Return only those lines of the records below in which "minor" appears.

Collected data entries
════════════════════

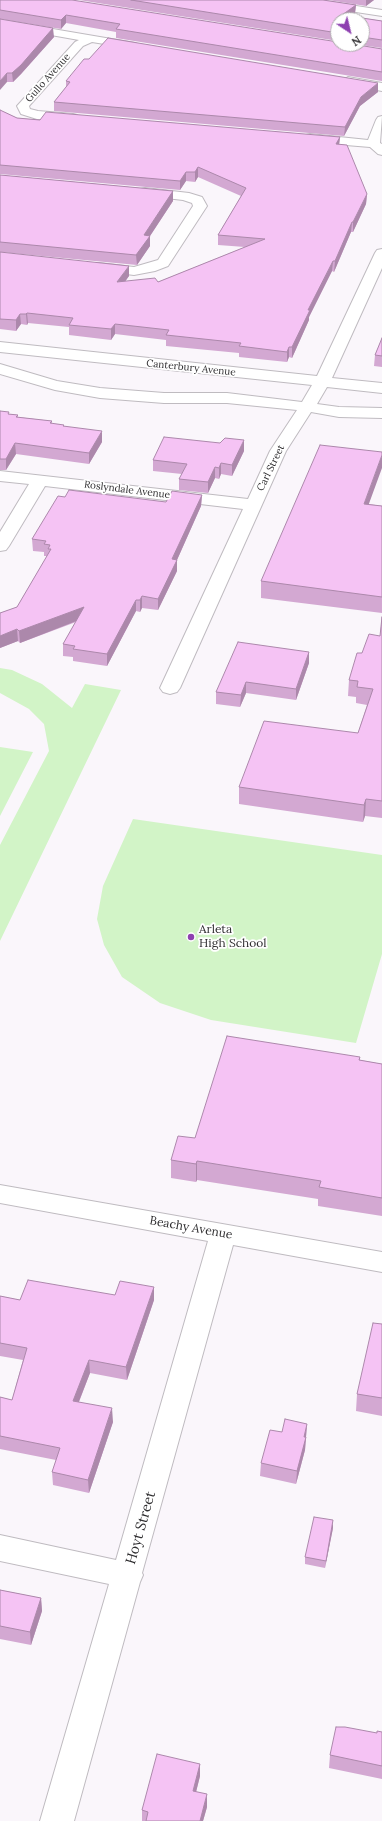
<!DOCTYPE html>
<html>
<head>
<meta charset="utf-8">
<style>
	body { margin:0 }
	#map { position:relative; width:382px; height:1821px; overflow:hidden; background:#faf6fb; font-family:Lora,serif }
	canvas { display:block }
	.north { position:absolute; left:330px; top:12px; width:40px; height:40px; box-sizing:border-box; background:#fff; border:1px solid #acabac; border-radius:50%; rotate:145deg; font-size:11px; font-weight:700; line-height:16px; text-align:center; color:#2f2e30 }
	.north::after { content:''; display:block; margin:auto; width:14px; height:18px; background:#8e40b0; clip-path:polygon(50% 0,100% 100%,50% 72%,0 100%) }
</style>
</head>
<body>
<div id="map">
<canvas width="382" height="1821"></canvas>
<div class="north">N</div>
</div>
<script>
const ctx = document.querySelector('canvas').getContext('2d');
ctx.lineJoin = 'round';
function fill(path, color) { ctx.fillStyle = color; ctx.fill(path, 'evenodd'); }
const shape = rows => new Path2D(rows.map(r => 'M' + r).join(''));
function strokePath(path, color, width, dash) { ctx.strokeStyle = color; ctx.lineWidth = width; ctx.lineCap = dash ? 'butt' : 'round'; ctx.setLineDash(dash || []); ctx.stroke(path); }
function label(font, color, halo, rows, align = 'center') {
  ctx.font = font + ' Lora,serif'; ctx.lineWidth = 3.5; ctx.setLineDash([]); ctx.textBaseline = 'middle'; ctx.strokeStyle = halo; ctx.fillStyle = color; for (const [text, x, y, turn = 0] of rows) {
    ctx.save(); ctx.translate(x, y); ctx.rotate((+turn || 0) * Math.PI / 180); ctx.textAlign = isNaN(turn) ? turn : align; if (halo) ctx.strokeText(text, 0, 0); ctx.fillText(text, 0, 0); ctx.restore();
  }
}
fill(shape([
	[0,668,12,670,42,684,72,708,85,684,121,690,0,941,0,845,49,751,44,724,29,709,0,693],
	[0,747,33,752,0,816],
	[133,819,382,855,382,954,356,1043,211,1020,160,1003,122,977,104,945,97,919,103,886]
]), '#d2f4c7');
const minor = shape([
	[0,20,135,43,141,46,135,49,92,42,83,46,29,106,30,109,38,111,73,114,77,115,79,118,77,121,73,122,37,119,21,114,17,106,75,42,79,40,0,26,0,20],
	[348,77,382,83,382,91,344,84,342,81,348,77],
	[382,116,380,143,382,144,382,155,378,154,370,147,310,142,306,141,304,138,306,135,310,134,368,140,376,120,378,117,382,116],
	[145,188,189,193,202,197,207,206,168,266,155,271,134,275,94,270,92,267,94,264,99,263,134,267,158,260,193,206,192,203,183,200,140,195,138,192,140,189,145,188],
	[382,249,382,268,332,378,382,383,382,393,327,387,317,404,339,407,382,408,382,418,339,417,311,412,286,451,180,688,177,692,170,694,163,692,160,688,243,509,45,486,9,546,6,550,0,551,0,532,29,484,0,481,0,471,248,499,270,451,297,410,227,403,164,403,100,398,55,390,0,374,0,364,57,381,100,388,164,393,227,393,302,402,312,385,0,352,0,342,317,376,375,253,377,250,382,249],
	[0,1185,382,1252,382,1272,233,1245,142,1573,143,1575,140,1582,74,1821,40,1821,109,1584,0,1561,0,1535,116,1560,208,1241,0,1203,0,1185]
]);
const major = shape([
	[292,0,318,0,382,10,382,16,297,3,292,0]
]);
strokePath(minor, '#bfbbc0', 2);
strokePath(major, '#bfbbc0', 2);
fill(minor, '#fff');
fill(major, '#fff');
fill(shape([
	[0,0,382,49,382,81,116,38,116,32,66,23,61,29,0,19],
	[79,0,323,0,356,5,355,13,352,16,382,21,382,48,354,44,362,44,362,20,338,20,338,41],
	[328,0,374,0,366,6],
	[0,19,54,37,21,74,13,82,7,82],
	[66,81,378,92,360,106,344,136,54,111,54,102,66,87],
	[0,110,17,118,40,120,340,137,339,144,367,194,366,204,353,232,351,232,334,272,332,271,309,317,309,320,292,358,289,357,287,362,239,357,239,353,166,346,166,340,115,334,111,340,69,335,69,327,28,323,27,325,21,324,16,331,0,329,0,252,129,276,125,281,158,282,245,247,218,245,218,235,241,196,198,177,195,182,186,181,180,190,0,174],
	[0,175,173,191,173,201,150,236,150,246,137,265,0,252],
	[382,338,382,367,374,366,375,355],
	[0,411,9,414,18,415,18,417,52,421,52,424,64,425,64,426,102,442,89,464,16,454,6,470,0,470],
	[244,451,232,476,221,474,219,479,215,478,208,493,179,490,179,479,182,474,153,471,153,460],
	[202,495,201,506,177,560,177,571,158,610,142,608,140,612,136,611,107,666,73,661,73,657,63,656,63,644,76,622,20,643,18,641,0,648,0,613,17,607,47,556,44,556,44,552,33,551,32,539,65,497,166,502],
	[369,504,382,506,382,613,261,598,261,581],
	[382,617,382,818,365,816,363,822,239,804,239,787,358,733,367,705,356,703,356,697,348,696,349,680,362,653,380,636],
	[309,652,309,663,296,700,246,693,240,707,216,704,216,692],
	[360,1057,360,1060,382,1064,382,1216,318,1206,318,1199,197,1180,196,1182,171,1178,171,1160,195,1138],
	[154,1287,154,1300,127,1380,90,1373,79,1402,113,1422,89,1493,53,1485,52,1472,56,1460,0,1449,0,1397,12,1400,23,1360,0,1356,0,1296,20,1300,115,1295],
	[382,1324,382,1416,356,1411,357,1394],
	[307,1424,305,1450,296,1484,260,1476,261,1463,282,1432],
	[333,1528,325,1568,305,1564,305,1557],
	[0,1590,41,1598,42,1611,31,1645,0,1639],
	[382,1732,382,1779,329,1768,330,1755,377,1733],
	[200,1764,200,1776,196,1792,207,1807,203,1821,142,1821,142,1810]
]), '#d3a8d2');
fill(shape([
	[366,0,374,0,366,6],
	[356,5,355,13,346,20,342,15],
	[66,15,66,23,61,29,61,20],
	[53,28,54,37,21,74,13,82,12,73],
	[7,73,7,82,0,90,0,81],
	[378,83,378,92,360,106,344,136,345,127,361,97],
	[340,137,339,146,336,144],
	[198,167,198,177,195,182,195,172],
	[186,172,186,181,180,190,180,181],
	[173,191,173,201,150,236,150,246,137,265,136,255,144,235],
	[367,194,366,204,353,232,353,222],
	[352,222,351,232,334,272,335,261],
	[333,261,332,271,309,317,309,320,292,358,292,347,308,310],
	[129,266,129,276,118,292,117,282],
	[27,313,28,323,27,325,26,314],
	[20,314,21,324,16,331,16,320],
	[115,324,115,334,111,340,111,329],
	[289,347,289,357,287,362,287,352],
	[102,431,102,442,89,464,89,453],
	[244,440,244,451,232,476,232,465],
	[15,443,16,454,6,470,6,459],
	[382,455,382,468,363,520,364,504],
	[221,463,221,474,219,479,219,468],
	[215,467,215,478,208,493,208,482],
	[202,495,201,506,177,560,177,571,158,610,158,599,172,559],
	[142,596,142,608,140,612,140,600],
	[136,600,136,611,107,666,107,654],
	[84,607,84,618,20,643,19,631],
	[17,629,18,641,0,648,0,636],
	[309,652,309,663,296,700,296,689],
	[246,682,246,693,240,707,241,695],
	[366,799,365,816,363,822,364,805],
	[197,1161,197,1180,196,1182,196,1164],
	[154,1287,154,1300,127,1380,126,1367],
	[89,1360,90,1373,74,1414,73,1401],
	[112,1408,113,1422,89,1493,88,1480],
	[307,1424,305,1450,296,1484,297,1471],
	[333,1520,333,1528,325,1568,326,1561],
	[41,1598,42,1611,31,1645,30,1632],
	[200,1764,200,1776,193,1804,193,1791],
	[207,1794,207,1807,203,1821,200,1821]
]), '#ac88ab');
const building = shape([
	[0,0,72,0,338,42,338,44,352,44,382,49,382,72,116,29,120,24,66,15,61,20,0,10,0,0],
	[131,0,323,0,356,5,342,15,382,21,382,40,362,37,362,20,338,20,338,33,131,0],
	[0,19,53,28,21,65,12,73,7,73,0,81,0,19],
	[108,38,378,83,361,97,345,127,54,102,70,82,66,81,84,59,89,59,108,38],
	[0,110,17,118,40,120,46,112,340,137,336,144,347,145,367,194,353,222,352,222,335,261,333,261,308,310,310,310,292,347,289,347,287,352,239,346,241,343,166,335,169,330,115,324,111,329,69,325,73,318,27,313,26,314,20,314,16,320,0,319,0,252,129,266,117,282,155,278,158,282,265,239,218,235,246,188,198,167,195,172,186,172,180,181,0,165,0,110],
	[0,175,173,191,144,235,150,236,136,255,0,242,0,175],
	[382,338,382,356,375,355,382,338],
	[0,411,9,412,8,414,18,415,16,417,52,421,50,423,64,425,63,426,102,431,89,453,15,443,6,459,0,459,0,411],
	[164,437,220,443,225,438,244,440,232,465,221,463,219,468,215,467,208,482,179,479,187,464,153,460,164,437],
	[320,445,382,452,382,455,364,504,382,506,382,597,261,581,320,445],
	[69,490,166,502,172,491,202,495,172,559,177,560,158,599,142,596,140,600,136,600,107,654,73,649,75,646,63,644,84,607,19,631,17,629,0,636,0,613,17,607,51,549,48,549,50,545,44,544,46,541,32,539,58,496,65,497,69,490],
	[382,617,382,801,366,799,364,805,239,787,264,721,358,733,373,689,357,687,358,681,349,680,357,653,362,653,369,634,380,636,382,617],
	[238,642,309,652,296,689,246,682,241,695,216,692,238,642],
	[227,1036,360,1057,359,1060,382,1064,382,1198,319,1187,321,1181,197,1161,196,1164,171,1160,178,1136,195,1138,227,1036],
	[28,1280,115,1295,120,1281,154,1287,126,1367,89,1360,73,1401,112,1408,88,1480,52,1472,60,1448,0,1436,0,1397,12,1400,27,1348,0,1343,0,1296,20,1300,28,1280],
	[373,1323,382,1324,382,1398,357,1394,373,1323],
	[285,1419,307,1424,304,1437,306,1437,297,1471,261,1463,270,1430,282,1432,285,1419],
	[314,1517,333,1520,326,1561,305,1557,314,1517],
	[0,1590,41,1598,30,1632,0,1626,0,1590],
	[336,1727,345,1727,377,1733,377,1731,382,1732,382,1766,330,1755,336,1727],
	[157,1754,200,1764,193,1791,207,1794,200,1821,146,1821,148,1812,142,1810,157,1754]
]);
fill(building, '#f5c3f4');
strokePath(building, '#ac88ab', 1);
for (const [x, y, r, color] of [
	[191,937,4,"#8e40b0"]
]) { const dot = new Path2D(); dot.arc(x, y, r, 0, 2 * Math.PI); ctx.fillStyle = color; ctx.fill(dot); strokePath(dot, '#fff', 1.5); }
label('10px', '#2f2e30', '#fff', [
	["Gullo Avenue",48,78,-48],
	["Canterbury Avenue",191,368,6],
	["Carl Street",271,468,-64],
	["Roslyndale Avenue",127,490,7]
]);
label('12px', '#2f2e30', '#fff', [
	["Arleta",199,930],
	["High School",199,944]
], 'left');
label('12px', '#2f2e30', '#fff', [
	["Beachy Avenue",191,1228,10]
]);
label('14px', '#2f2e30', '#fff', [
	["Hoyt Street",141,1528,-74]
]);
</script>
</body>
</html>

════════════════════

**Result:**
const minor = shape([
strokePath(minor, '#bfbbc0', 2);
fill(minor, '#fff');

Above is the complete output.